# Data to examine:
============
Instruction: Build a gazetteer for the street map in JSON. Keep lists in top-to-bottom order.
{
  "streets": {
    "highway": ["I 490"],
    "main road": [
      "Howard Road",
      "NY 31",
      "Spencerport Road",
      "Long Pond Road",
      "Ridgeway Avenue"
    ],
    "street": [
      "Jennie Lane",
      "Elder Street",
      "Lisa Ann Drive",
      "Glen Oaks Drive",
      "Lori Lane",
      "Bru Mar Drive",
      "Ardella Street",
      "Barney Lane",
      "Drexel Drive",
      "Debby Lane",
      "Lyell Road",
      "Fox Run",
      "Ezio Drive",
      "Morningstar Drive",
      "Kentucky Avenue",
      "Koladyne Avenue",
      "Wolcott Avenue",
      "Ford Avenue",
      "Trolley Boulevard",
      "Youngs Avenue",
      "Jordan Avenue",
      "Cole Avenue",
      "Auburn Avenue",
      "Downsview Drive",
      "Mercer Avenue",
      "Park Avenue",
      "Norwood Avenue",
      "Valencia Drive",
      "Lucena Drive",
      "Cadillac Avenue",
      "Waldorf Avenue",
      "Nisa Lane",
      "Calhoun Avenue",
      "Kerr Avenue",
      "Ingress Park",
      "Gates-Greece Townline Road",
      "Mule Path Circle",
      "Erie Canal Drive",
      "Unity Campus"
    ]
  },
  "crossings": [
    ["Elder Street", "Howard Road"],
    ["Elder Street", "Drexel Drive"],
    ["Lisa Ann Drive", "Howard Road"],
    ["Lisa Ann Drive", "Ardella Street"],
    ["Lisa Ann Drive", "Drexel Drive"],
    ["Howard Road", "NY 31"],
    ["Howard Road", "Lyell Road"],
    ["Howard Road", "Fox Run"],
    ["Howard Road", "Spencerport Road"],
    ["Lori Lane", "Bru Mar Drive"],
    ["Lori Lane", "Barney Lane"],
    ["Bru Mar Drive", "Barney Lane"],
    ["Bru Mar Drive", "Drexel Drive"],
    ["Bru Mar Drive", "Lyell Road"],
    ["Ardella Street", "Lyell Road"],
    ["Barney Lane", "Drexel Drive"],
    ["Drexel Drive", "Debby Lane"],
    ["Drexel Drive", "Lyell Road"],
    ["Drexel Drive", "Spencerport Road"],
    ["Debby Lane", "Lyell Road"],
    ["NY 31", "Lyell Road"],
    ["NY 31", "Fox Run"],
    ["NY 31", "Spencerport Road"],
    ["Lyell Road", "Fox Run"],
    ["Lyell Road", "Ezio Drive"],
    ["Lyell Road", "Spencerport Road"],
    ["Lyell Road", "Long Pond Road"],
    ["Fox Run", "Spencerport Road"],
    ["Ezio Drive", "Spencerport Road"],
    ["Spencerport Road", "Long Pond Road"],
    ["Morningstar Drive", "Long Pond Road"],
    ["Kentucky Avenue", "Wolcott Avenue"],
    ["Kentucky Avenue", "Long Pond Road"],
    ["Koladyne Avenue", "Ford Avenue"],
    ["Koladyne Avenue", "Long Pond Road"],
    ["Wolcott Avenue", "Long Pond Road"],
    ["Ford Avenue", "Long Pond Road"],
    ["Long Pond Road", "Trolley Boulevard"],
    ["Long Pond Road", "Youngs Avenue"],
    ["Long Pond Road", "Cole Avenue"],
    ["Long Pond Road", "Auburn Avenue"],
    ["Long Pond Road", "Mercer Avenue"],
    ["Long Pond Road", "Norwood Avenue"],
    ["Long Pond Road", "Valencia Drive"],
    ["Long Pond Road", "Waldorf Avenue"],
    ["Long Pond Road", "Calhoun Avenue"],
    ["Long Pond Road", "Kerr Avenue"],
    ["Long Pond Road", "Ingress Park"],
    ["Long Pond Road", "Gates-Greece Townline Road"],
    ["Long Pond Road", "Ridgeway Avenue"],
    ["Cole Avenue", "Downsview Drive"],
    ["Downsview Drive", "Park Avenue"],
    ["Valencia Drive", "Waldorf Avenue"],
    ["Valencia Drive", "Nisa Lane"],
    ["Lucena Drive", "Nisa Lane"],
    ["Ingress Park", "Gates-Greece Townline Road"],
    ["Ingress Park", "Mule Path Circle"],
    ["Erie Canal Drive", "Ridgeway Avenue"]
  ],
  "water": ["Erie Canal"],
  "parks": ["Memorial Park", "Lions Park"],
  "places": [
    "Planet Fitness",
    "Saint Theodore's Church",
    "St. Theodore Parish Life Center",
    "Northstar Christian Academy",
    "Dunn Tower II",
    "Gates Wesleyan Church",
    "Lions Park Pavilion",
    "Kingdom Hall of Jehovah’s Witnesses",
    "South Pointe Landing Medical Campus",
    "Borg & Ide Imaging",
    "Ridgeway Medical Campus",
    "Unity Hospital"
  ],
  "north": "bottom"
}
============
# Exercise directions:
The material above needs to be reproduced exactly as written.

# Answer space:
Instruction: Build a gazetteer for the street map in JSON. Keep lists in top-to-bottom order.
{
  "streets": {
    "highway": ["I 490"],
    "main road": [
      "Howard Road",
      "NY 31",
      "Spencerport Road",
      "Long Pond Road",
      "Ridgeway Avenue"
    ],
    "street": [
      "Jennie Lane",
      "Elder Street",
      "Lisa Ann Drive",
      "Glen Oaks Drive",
      "Lori Lane",
      "Bru Mar Drive",
      "Ardella Street",
      "Barney Lane",
      "Drexel Drive",
      "Debby Lane",
      "Lyell Road",
      "Fox Run",
      "Ezio Drive",
      "Morningstar Drive",
      "Kentucky Avenue",
      "Koladyne Avenue",
      "Wolcott Avenue",
      "Ford Avenue",
      "Trolley Boulevard",
      "Youngs Avenue",
      "Jordan Avenue",
      "Cole Avenue",
      "Auburn Avenue",
      "Downsview Drive",
      "Mercer Avenue",
      "Park Avenue",
      "Norwood Avenue",
      "Valencia Drive",
      "Lucena Drive",
      "Cadillac Avenue",
      "Waldorf Avenue",
      "Nisa Lane",
      "Calhoun Avenue",
      "Kerr Avenue",
      "Ingress Park",
      "Gates-Greece Townline Road",
      "Mule Path Circle",
      "Erie Canal Drive",
      "Unity Campus"
    ]
  },
  "crossings": [
    ["Elder Street", "Howard Road"],
    ["Elder Street", "Drexel Drive"],
    ["Lisa Ann Drive", "Howard Road"],
    ["Lisa Ann Drive", "Ardella Street"],
    ["Lisa Ann Drive", "Drexel Drive"],
    ["Howard Road", "NY 31"],
    ["Howard Road", "Lyell Road"],
    ["Howard Road", "Fox Run"],
    ["Howard Road", "Spencerport Road"],
    ["Lori Lane", "Bru Mar Drive"],
    ["Lori Lane", "Barney Lane"],
    ["Bru Mar Drive", "Barney Lane"],
    ["Bru Mar Drive", "Drexel Drive"],
    ["Bru Mar Drive", "Lyell Road"],
    ["Ardella Street", "Lyell Road"],
    ["Barney Lane", "Drexel Drive"],
    ["Drexel Drive", "Debby Lane"],
    ["Drexel Drive", "Lyell Road"],
    ["Drexel Drive", "Spencerport Road"],
    ["Debby Lane", "Lyell Road"],
    ["NY 31", "Lyell Road"],
    ["NY 31", "Fox Run"],
    ["NY 31", "Spencerport Road"],
    ["Lyell Road", "Fox Run"],
    ["Lyell Road", "Ezio Drive"],
    ["Lyell Road", "Spencerport Road"],
    ["Lyell Road", "Long Pond Road"],
    ["Fox Run", "Spencerport Road"],
    ["Ezio Drive", "Spencerport Road"],
    ["Spencerport Road", "Long Pond Road"],
    ["Morningstar Drive", "Long Pond Road"],
    ["Kentucky Avenue", "Wolcott Avenue"],
    ["Kentucky Avenue", "Long Pond Road"],
    ["Koladyne Avenue", "Ford Avenue"],
    ["Koladyne Avenue", "Long Pond Road"],
    ["Wolcott Avenue", "Long Pond Road"],
    ["Ford Avenue", "Long Pond Road"],
    ["Long Pond Road", "Trolley Boulevard"],
    ["Long Pond Road", "Youngs Avenue"],
    ["Long Pond Road", "Cole Avenue"],
    ["Long Pond Road", "Auburn Avenue"],
    ["Long Pond Road", "Mercer Avenue"],
    ["Long Pond Road", "Norwood Avenue"],
    ["Long Pond Road", "Valencia Drive"],
    ["Long Pond Road", "Waldorf Avenue"],
    ["Long Pond Road", "Calhoun Avenue"],
    ["Long Pond Road", "Kerr Avenue"],
    ["Long Pond Road", "Ingress Park"],
    ["Long Pond Road", "Gates-Greece Townline Road"],
    ["Long Pond Road", "Ridgeway Avenue"],
    ["Cole Avenue", "Downsview Drive"],
    ["Downsview Drive", "Park Avenue"],
    ["Valencia Drive", "Waldorf Avenue"],
    ["Valencia Drive", "Nisa Lane"],
    ["Lucena Drive", "Nisa Lane"],
    ["Ingress Park", "Gates-Greece Townline Road"],
    ["Ingress Park", "Mule Path Circle"],
    ["Erie Canal Drive", "Ridgeway Avenue"]
  ],
  "water": ["Erie Canal"],
  "parks": ["Memorial Park", "Lions Park"],
  "places": [
    "Planet Fitness",
    "Saint Theodore's Church",
    "St. Theodore Parish Life Center",
    "Northstar Christian Academy",
    "Dunn Tower II",
    "Gates Wesleyan Church",
    "Lions Park Pavilion",
    "Kingdom Hall of Jehovah’s Witnesses",
    "South Pointe Landing Medical Campus",
    "Borg & Ide Imaging",
    "Ridgeway Medical Campus",
    "Unity Hospital"
  ],
  "north": "bottom"
}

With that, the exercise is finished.